Materials provided:
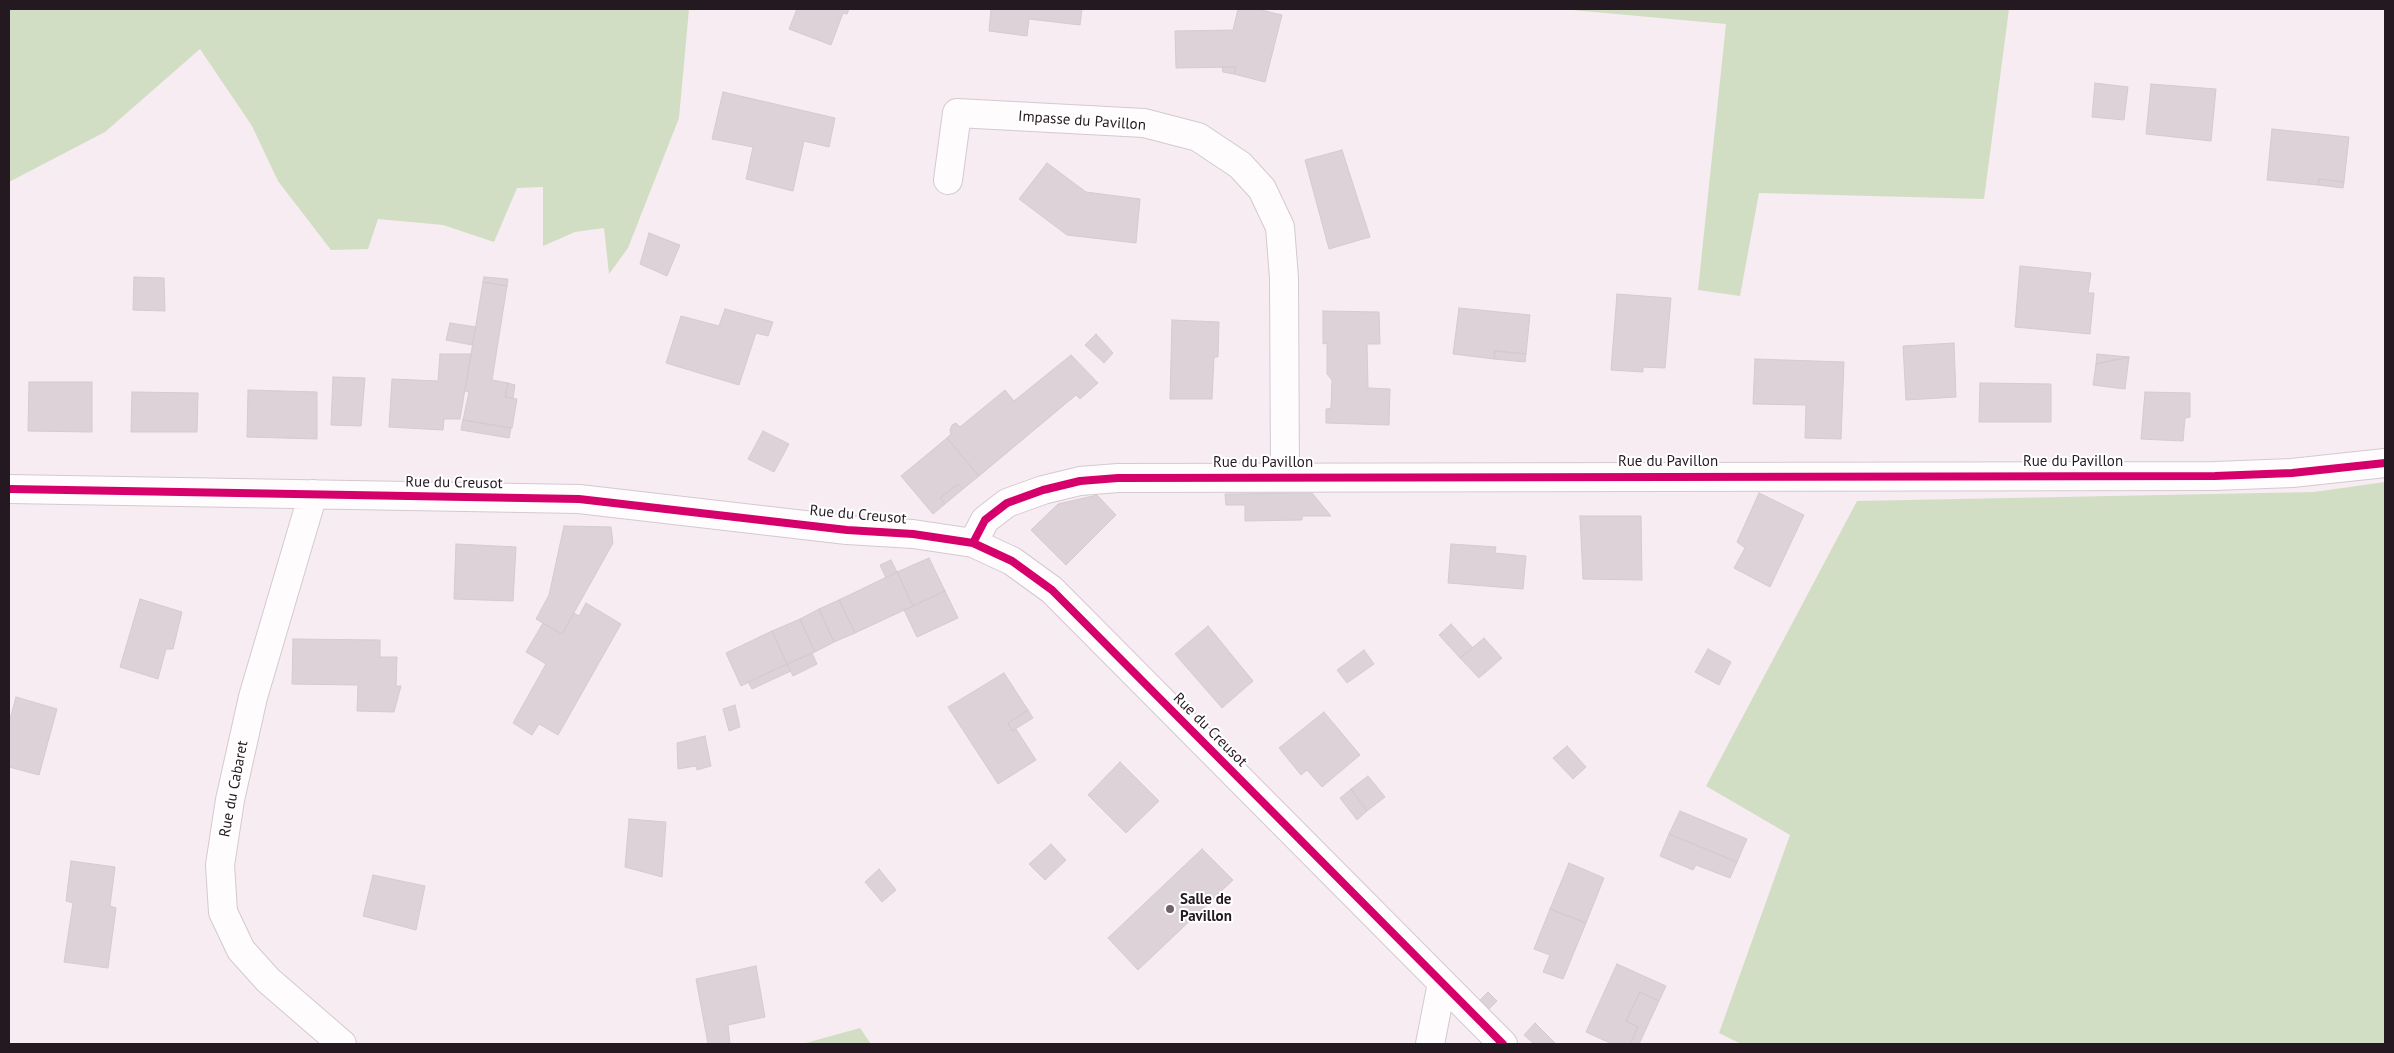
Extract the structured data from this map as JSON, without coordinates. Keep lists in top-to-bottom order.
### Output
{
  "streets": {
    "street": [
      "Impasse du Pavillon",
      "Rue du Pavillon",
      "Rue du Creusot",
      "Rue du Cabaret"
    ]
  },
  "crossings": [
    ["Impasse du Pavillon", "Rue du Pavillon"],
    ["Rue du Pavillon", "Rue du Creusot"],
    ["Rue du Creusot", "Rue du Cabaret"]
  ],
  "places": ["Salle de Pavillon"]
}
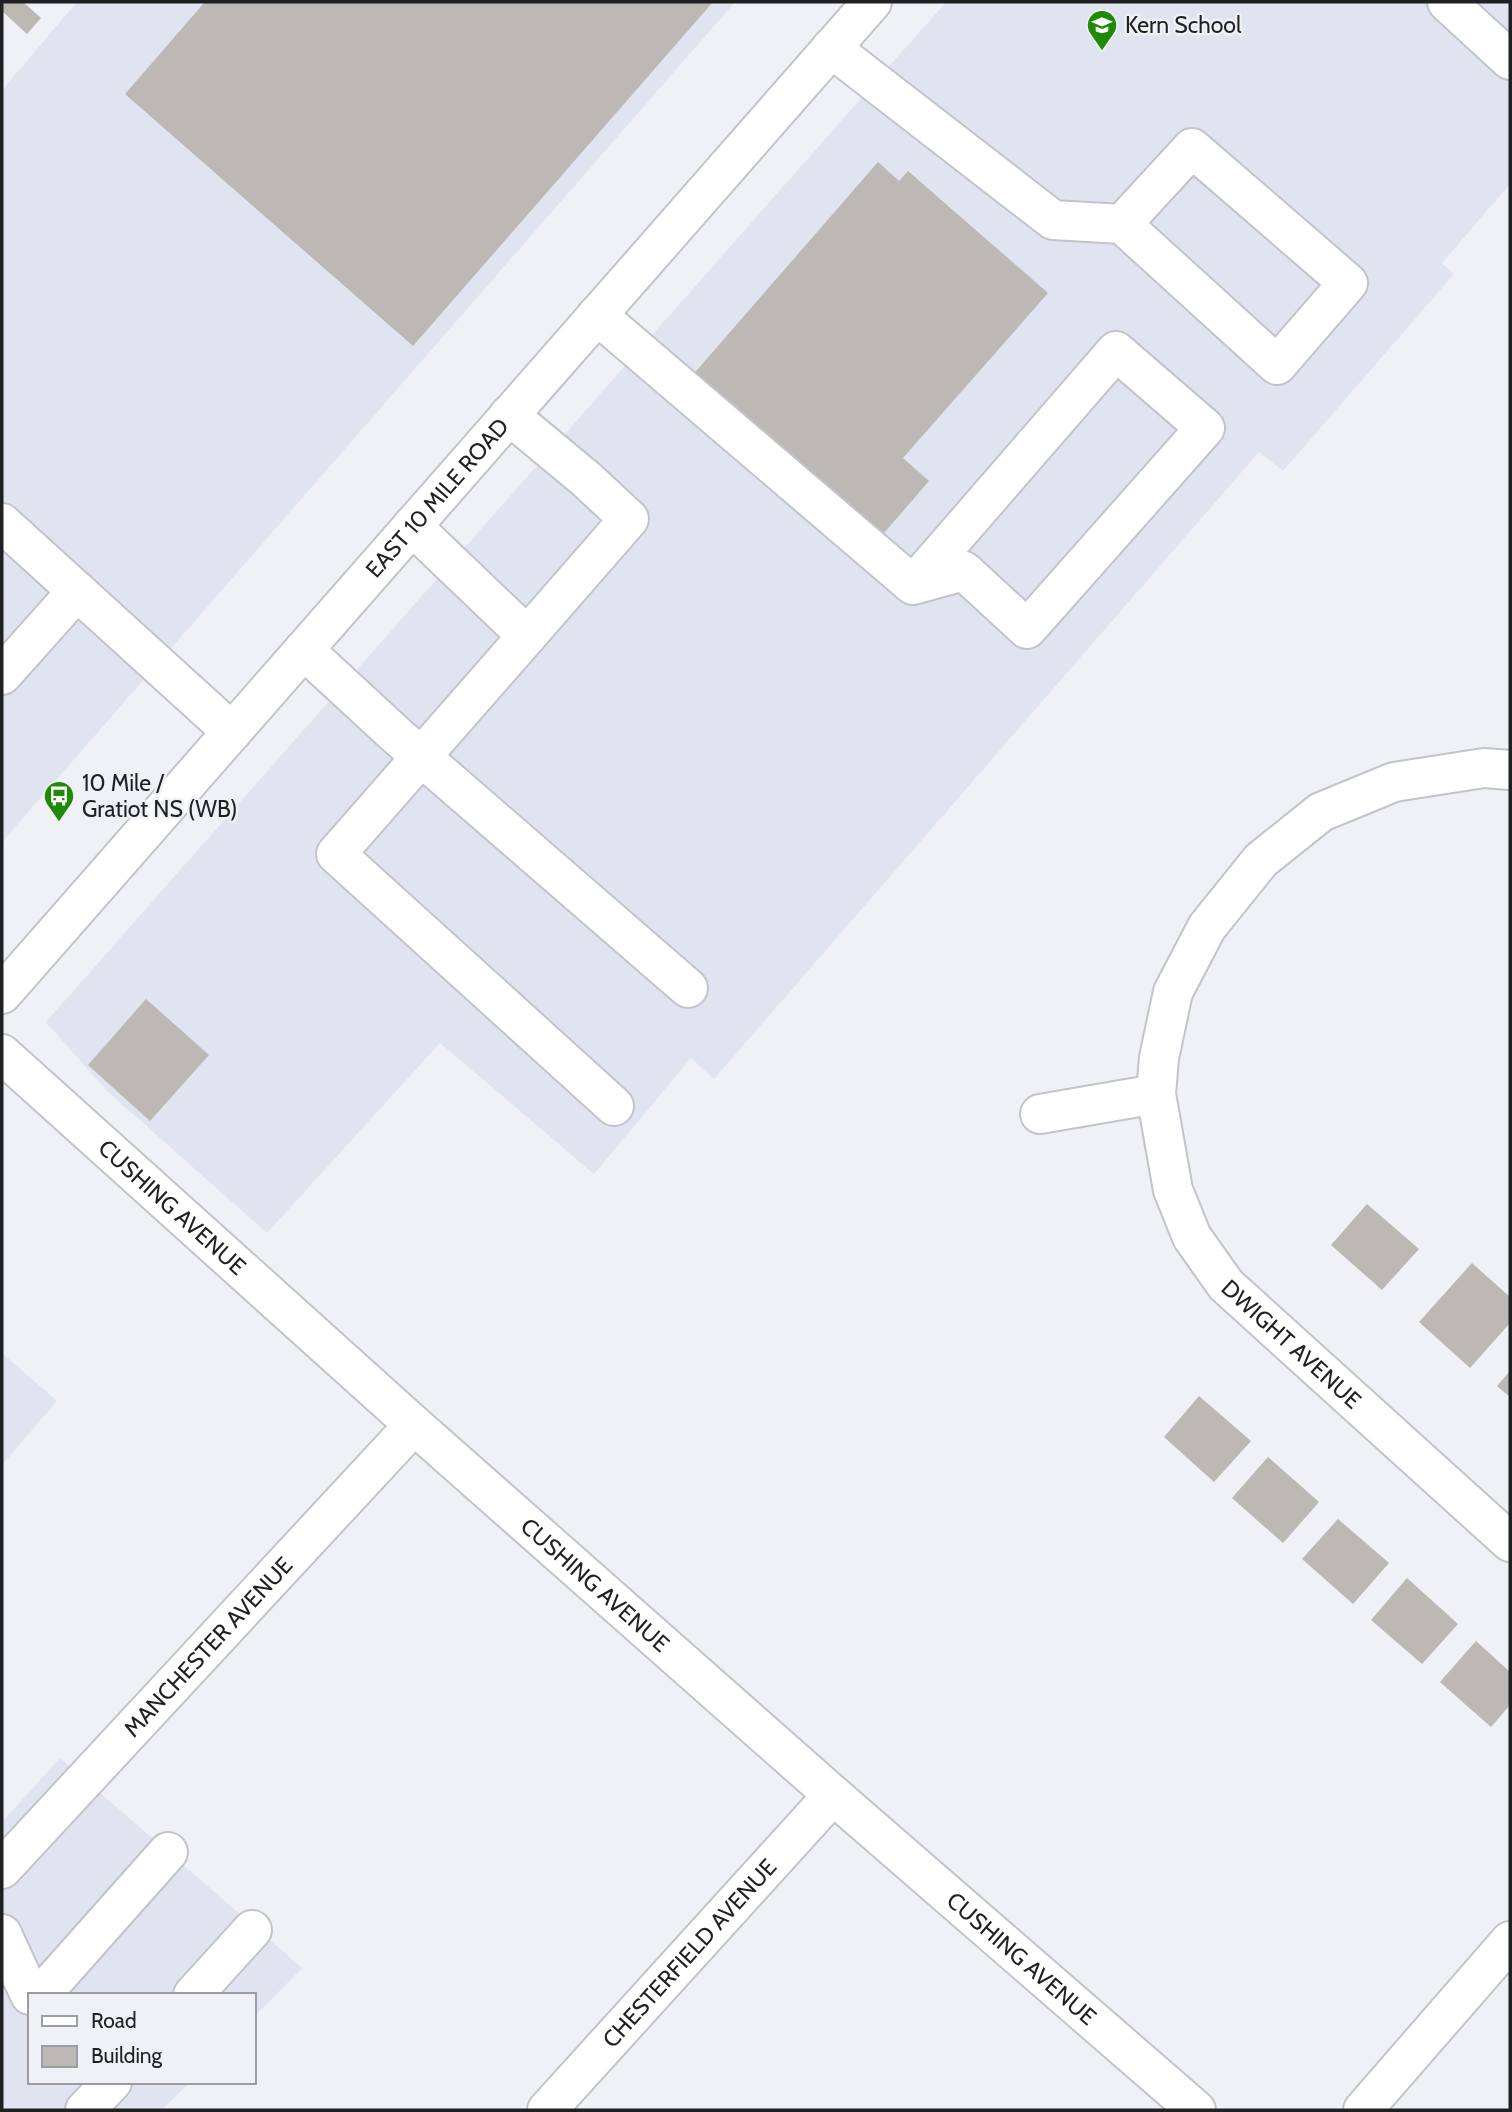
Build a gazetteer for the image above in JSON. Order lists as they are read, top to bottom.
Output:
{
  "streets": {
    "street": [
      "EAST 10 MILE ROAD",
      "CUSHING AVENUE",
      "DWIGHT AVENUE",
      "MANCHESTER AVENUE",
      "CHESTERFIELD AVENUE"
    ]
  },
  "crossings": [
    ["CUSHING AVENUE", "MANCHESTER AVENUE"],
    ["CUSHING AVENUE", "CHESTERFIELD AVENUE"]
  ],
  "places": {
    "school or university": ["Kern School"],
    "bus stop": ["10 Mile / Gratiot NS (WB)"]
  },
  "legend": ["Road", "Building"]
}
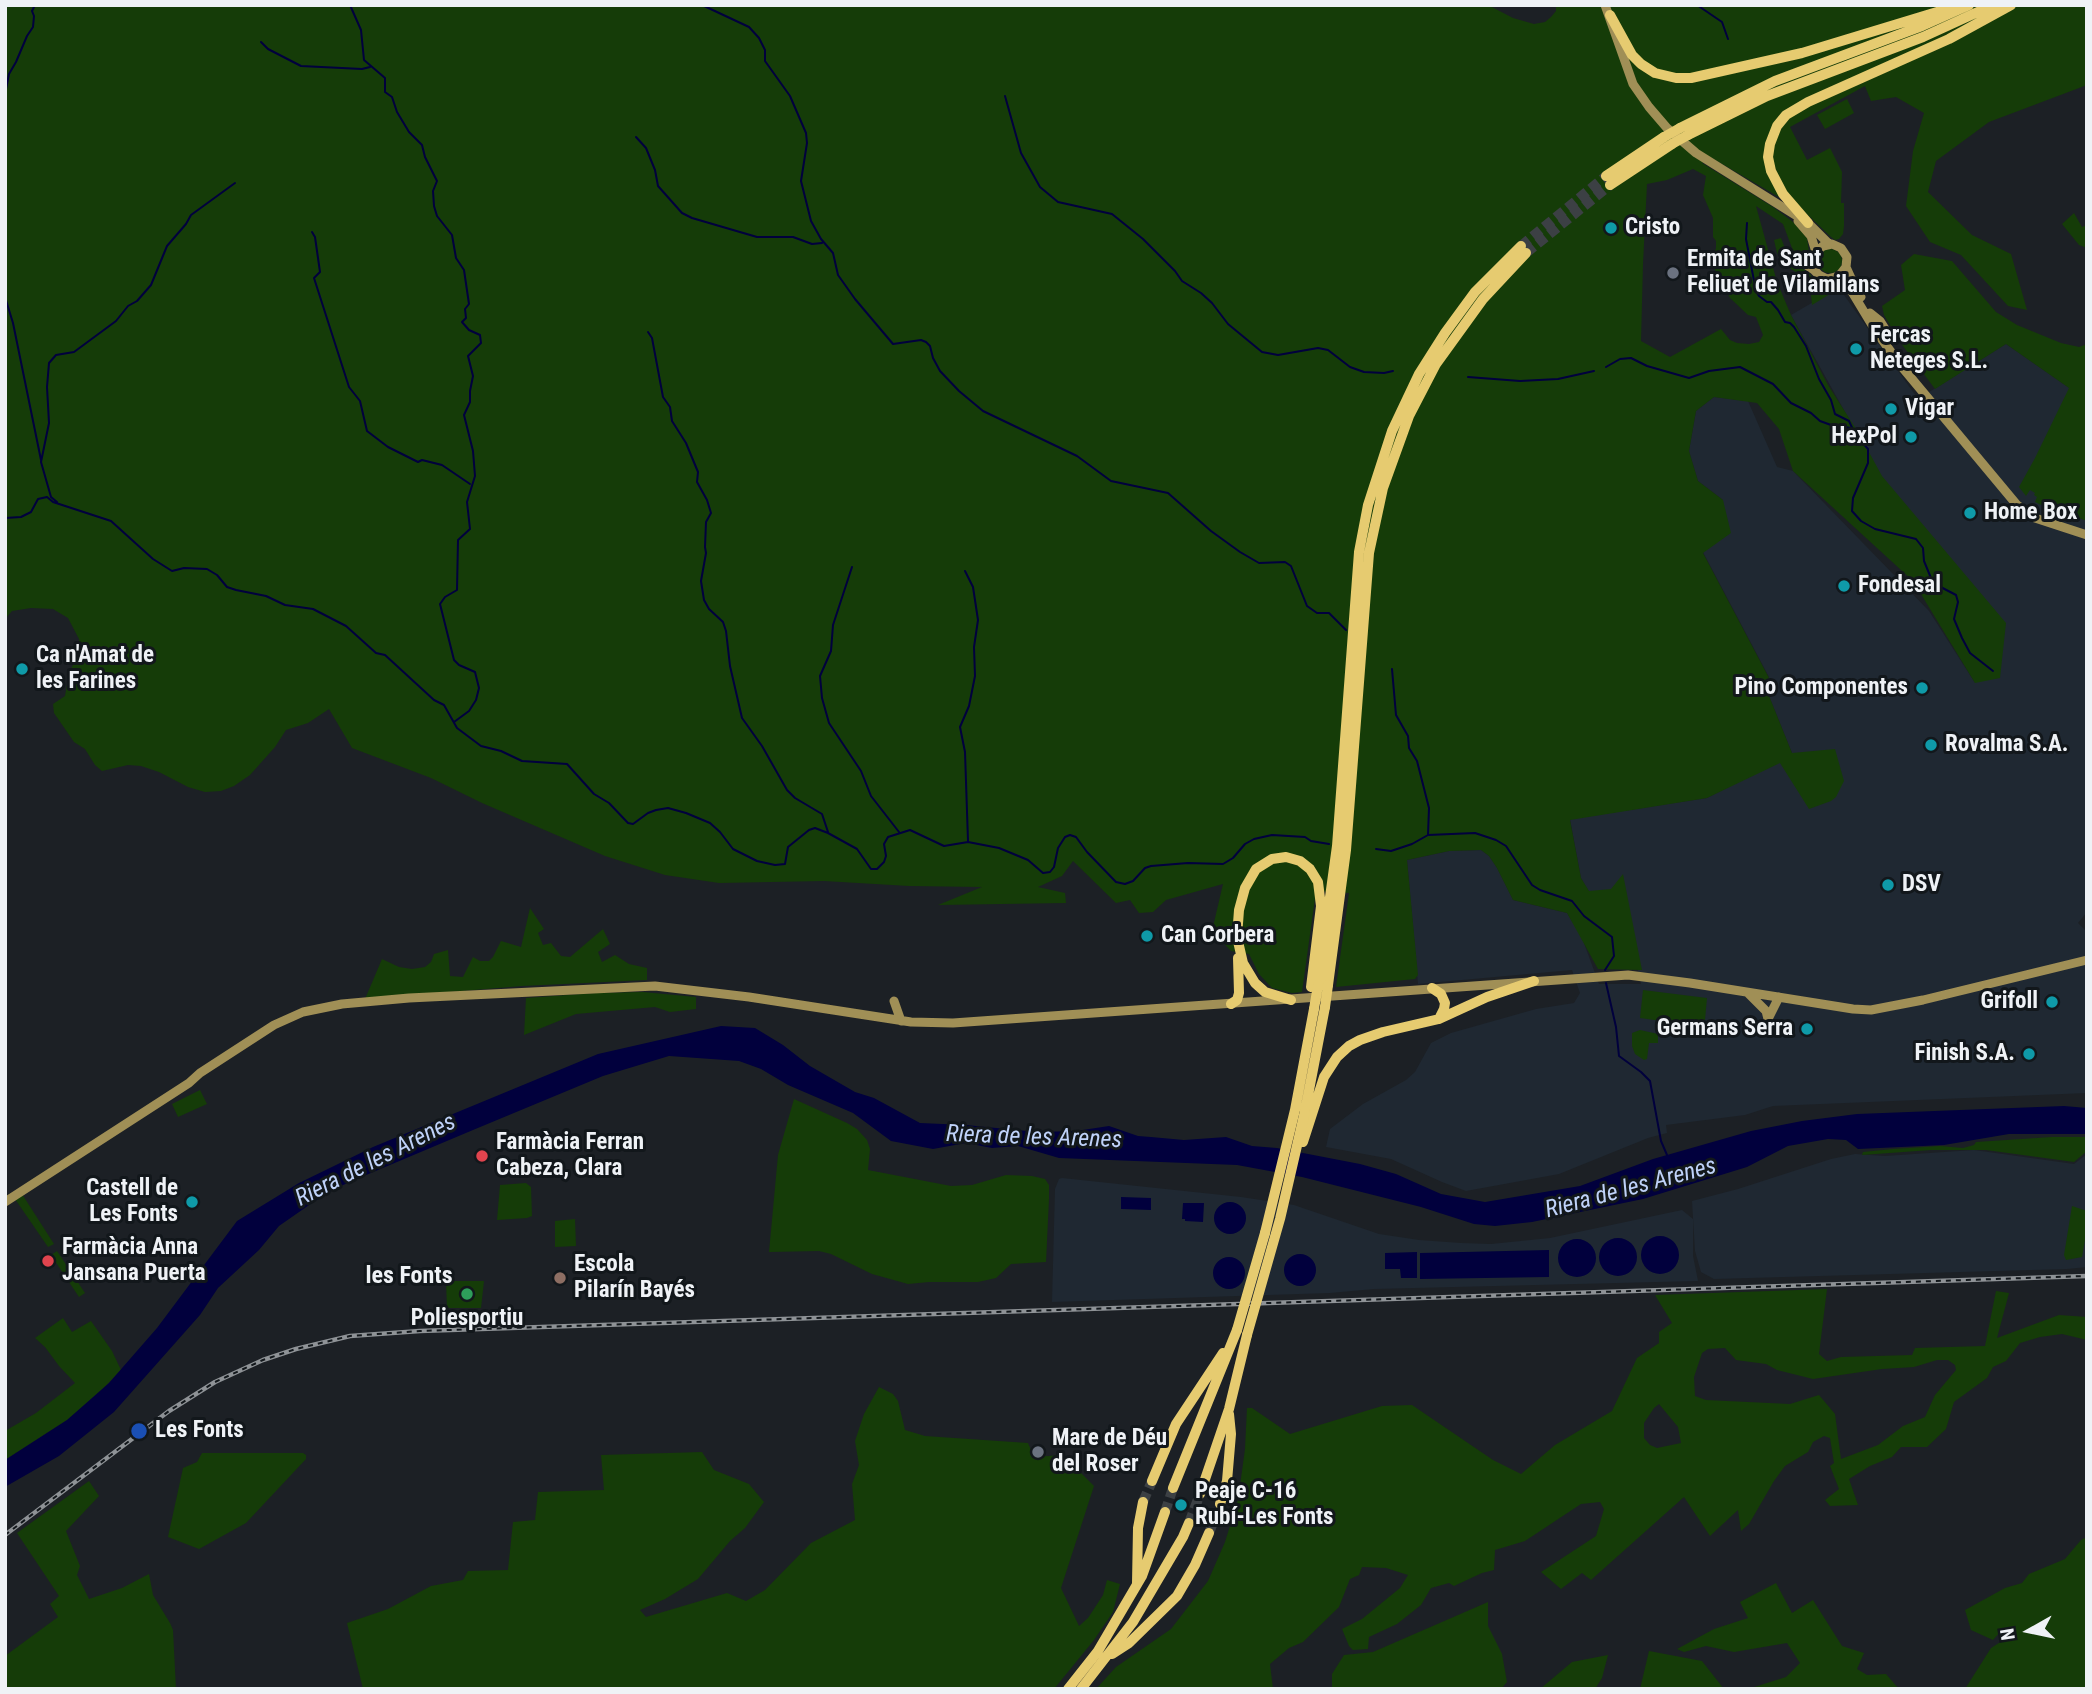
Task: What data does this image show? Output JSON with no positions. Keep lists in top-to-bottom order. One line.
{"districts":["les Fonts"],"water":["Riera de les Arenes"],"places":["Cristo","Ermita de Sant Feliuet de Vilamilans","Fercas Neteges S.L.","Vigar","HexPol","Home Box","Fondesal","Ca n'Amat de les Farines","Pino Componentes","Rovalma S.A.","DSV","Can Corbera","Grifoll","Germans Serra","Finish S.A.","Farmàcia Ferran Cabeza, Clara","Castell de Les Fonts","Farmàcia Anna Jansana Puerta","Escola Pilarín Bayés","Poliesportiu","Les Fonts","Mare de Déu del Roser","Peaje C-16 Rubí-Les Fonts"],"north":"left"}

Assignment: Please give the data above again in exact form and omit every picture.

Response box:
Extract the structured data from this map as JSON, without coordinates. Keep lists in top-to-bottom order.
### Output
{
  "streets": {
    "street": [
      "Impasse du Pavillon",
      "Rue du Pavillon",
      "Rue du Creusot",
      "Rue du Cabaret"
    ]
  },
  "crossings": [
    ["Impasse du Pavillon", "Rue du Pavillon"],
    ["Rue du Pavillon", "Rue du Creusot"],
    ["Rue du Creusot", "Rue du Cabaret"]
  ],
  "places": ["Salle de Pavillon"]
}
Build a gazetteer for the image above in JSON. Order lists as they are read, top to bottom.
Output:
{
  "streets": {
    "street": [
      "EAST 10 MILE ROAD",
      "CUSHING AVENUE",
      "DWIGHT AVENUE",
      "MANCHESTER AVENUE",
      "CHESTERFIELD AVENUE"
    ]
  },
  "crossings": [
    ["CUSHING AVENUE", "MANCHESTER AVENUE"],
    ["CUSHING AVENUE", "CHESTERFIELD AVENUE"]
  ],
  "places": {
    "school or university": ["Kern School"],
    "bus stop": ["10 Mile / Gratiot NS (WB)"]
  },
  "legend": ["Road", "Building"]
}
Task: What data does this image show? Output JSON with no positions. Keep lists in top-to-bottom order. One line.
{"districts":["les Fonts"],"water":["Riera de les Arenes"],"places":["Cristo","Ermita de Sant Feliuet de Vilamilans","Fercas Neteges S.L.","Vigar","HexPol","Home Box","Fondesal","Ca n'Amat de les Farines","Pino Componentes","Rovalma S.A.","DSV","Can Corbera","Grifoll","Germans Serra","Finish S.A.","Farmàcia Ferran Cabeza, Clara","Castell de Les Fonts","Farmàcia Anna Jansana Puerta","Escola Pilarín Bayés","Poliesportiu","Les Fonts","Mare de Déu del Roser","Peaje C-16 Rubí-Les Fonts"],"north":"left"}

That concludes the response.